AIM OF THE TASK:
Find every line below where the word "lineJoin" occurs. Then say how many there are, giving only the number.

Saved data entries:

-- Opening Marker --

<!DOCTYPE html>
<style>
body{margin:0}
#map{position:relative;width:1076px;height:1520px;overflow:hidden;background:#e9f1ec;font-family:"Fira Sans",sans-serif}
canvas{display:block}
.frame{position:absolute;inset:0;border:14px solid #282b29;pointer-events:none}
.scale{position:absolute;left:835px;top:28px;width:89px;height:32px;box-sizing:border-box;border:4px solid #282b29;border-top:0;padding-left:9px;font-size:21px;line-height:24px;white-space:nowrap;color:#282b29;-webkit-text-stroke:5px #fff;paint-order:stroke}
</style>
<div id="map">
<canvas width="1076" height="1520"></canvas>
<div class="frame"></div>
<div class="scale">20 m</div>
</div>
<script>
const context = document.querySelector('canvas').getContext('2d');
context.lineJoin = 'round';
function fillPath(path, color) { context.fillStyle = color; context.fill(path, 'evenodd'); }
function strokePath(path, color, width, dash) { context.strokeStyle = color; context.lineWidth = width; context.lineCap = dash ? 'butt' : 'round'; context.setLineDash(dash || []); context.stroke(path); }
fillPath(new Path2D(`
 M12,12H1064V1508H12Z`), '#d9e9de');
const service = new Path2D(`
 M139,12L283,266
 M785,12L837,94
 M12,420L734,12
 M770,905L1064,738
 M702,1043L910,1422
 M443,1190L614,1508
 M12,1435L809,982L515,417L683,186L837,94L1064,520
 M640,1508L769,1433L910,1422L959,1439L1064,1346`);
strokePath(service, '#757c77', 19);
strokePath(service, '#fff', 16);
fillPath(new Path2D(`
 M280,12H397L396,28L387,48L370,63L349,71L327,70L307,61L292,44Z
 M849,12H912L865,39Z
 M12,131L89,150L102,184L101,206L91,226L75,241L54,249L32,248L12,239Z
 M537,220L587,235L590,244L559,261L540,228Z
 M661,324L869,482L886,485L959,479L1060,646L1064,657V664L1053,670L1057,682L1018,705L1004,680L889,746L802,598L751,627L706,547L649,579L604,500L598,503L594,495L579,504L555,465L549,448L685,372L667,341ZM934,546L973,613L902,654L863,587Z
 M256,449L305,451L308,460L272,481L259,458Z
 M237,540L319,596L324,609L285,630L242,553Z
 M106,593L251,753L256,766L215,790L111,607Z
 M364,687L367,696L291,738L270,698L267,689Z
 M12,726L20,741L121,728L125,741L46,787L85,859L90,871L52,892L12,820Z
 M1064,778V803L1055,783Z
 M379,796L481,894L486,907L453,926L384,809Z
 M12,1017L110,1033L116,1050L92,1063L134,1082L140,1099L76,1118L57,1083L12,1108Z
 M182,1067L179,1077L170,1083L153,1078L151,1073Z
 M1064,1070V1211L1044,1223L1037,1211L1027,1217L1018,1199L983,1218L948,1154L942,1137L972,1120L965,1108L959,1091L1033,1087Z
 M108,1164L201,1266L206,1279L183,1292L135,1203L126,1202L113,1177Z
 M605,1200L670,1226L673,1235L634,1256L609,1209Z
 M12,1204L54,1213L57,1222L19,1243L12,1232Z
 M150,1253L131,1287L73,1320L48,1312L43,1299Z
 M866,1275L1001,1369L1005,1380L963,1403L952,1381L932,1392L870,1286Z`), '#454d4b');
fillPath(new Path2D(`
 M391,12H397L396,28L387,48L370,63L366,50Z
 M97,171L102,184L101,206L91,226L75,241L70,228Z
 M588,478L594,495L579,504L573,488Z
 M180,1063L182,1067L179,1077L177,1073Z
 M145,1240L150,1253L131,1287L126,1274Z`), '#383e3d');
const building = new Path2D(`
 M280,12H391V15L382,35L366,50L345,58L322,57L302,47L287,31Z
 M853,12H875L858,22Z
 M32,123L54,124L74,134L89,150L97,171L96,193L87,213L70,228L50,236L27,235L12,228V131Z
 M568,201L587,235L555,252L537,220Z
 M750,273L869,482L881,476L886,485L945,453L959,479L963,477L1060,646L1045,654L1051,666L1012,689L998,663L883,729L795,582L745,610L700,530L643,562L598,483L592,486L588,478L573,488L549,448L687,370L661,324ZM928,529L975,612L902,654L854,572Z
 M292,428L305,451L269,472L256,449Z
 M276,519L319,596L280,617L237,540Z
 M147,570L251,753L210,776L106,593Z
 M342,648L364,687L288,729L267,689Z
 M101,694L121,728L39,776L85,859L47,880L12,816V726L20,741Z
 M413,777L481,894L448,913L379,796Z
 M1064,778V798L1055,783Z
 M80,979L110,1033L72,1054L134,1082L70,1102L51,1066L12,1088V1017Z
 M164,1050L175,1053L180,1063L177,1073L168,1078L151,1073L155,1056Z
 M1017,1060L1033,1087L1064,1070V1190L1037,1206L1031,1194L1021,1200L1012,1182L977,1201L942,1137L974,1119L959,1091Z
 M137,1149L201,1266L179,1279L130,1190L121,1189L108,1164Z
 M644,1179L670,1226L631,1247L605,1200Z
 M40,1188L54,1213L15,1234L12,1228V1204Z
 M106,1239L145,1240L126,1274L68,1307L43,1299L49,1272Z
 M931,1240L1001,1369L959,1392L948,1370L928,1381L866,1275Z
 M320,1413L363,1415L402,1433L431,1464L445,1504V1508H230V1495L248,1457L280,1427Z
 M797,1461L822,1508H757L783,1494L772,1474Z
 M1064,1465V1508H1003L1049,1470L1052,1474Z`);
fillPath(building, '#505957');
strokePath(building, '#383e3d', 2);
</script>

-- Closing Marker --
-- Opening Marker --

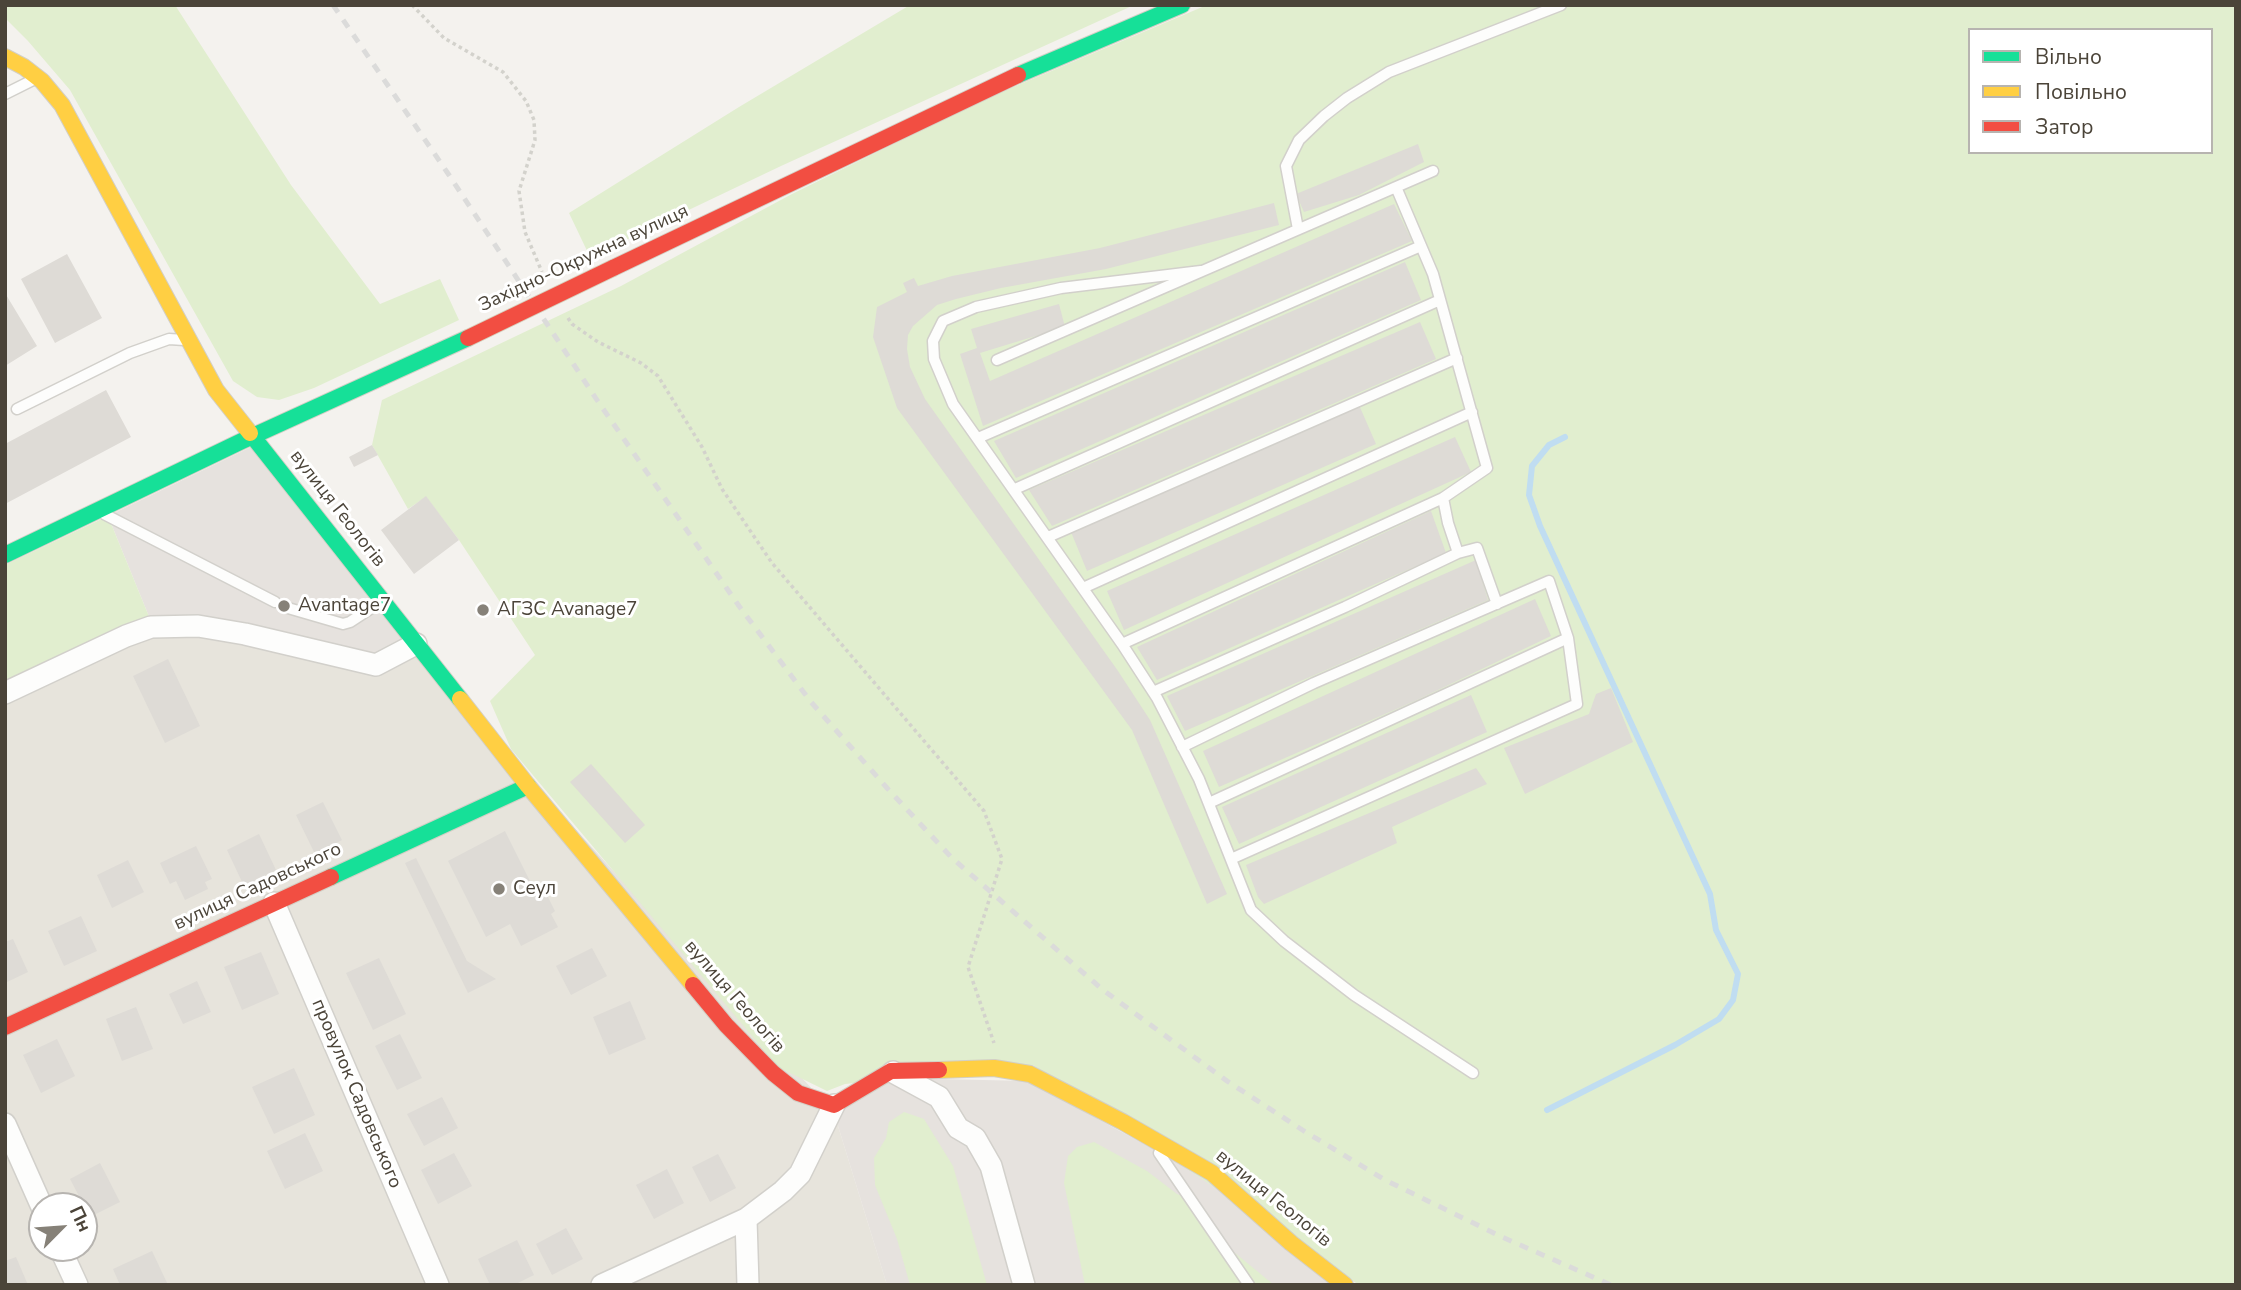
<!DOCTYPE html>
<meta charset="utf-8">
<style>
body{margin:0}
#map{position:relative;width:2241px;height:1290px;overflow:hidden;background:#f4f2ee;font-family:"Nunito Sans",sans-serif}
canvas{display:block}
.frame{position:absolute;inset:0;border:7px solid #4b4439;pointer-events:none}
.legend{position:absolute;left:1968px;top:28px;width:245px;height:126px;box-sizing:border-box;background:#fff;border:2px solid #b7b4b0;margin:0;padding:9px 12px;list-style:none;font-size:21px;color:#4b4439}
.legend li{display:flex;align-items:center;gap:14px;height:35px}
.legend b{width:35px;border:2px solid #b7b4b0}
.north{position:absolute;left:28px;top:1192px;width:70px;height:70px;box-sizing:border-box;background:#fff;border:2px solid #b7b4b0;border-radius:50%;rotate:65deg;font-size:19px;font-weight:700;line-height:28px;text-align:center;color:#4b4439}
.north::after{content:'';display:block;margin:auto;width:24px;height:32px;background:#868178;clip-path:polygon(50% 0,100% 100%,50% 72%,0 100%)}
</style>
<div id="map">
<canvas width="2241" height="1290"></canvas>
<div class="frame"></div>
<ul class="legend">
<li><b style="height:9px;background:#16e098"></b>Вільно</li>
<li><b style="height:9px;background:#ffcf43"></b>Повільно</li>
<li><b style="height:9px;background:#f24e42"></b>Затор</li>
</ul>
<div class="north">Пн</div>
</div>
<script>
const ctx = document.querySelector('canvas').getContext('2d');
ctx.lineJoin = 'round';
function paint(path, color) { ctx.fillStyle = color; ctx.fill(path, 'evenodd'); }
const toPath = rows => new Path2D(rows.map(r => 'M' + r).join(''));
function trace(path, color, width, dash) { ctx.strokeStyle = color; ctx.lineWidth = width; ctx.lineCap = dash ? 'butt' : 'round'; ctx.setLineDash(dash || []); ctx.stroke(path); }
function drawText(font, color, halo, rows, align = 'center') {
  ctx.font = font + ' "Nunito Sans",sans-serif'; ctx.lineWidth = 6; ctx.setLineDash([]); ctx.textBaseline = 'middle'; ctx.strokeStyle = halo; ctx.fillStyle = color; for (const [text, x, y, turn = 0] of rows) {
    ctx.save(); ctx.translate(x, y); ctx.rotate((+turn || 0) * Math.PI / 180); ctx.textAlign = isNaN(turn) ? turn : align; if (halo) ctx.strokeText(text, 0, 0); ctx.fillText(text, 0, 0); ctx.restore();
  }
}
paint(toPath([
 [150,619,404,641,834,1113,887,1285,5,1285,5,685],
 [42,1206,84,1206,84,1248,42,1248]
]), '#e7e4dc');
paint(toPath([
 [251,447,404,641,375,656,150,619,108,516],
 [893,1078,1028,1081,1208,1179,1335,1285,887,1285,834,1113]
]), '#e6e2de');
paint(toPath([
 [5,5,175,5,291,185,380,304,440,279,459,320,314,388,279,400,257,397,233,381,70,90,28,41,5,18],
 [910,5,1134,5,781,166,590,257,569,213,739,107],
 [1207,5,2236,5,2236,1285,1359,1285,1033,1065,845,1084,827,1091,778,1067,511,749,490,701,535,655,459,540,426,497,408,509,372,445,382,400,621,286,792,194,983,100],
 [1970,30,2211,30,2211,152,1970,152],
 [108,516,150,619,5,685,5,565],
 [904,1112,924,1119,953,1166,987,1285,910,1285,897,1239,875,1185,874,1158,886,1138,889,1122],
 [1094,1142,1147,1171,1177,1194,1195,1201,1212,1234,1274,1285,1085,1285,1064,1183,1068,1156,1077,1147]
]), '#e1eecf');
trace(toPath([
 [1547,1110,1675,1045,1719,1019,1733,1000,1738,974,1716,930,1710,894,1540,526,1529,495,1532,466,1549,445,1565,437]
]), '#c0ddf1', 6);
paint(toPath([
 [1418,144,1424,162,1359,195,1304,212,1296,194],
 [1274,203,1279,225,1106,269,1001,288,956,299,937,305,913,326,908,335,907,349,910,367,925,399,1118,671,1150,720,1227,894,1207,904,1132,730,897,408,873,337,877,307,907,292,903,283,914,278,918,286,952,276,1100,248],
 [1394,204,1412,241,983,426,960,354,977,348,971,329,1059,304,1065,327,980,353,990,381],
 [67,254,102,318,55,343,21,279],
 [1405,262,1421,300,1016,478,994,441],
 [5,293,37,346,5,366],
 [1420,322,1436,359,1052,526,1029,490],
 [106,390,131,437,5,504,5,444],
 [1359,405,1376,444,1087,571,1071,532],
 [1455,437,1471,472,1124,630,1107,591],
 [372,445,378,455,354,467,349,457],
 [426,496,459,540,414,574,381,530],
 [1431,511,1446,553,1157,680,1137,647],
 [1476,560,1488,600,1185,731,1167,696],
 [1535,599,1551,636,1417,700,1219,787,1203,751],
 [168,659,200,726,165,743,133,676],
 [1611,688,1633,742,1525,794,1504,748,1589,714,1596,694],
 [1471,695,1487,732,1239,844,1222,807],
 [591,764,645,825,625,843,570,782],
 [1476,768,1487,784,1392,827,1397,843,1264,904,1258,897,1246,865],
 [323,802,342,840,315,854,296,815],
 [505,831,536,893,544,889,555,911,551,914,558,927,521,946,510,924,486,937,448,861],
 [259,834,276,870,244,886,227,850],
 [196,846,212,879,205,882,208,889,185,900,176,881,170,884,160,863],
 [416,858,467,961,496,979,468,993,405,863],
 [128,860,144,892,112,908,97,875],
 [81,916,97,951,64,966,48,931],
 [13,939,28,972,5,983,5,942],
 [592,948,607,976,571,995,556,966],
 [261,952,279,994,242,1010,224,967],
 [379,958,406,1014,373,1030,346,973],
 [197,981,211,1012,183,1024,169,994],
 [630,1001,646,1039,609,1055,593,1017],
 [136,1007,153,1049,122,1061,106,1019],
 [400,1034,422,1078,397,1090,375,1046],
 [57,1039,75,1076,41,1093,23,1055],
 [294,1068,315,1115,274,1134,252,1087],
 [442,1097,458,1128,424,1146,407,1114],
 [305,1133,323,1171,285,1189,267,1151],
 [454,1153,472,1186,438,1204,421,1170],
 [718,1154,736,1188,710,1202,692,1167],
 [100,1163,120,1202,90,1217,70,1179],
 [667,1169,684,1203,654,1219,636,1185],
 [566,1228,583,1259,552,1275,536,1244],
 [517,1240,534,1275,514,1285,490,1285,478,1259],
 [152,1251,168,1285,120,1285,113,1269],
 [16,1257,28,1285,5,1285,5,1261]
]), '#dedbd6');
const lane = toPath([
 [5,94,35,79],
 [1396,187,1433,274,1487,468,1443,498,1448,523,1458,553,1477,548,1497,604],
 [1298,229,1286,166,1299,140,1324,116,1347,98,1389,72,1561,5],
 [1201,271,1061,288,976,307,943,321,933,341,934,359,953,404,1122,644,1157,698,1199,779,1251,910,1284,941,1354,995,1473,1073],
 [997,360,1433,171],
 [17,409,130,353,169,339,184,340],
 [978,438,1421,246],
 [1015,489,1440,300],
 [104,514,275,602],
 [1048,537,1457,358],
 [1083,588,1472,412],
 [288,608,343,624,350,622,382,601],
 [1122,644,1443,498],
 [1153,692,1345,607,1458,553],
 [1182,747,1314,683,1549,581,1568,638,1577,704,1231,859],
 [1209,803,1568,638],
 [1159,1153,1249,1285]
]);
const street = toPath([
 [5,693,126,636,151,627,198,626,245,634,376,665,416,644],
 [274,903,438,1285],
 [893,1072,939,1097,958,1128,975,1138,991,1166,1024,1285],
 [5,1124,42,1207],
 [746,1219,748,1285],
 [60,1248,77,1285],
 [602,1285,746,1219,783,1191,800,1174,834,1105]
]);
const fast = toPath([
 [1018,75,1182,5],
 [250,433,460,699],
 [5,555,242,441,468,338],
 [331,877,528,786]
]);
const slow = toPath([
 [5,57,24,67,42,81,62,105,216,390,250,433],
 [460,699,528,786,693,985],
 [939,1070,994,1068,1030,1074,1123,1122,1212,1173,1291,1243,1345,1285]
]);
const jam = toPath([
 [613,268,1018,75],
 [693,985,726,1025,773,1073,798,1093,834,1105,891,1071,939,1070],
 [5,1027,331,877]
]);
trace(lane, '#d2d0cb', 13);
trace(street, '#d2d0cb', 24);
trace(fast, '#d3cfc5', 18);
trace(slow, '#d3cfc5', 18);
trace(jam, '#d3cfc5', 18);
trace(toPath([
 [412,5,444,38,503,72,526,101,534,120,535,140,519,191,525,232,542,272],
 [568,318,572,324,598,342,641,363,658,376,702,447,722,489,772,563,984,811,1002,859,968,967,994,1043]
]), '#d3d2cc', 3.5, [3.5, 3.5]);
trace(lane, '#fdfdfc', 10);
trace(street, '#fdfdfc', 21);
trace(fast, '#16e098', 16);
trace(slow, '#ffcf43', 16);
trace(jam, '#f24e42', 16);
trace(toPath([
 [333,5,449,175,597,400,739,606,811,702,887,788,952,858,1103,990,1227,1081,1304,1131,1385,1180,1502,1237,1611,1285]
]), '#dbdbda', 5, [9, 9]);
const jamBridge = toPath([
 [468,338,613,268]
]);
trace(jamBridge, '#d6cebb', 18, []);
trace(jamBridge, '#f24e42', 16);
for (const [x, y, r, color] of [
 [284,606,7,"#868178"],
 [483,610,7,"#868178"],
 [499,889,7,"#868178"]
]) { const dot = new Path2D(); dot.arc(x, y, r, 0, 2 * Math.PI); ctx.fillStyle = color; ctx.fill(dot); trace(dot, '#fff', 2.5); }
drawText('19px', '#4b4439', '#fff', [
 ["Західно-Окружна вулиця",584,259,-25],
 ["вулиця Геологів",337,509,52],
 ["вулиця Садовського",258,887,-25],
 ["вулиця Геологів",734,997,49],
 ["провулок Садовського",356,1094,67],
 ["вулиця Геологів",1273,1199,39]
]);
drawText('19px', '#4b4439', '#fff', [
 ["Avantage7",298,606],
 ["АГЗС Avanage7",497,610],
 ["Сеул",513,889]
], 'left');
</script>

-- Closing Marker --

ANSWER TO THE EXERCISE:
2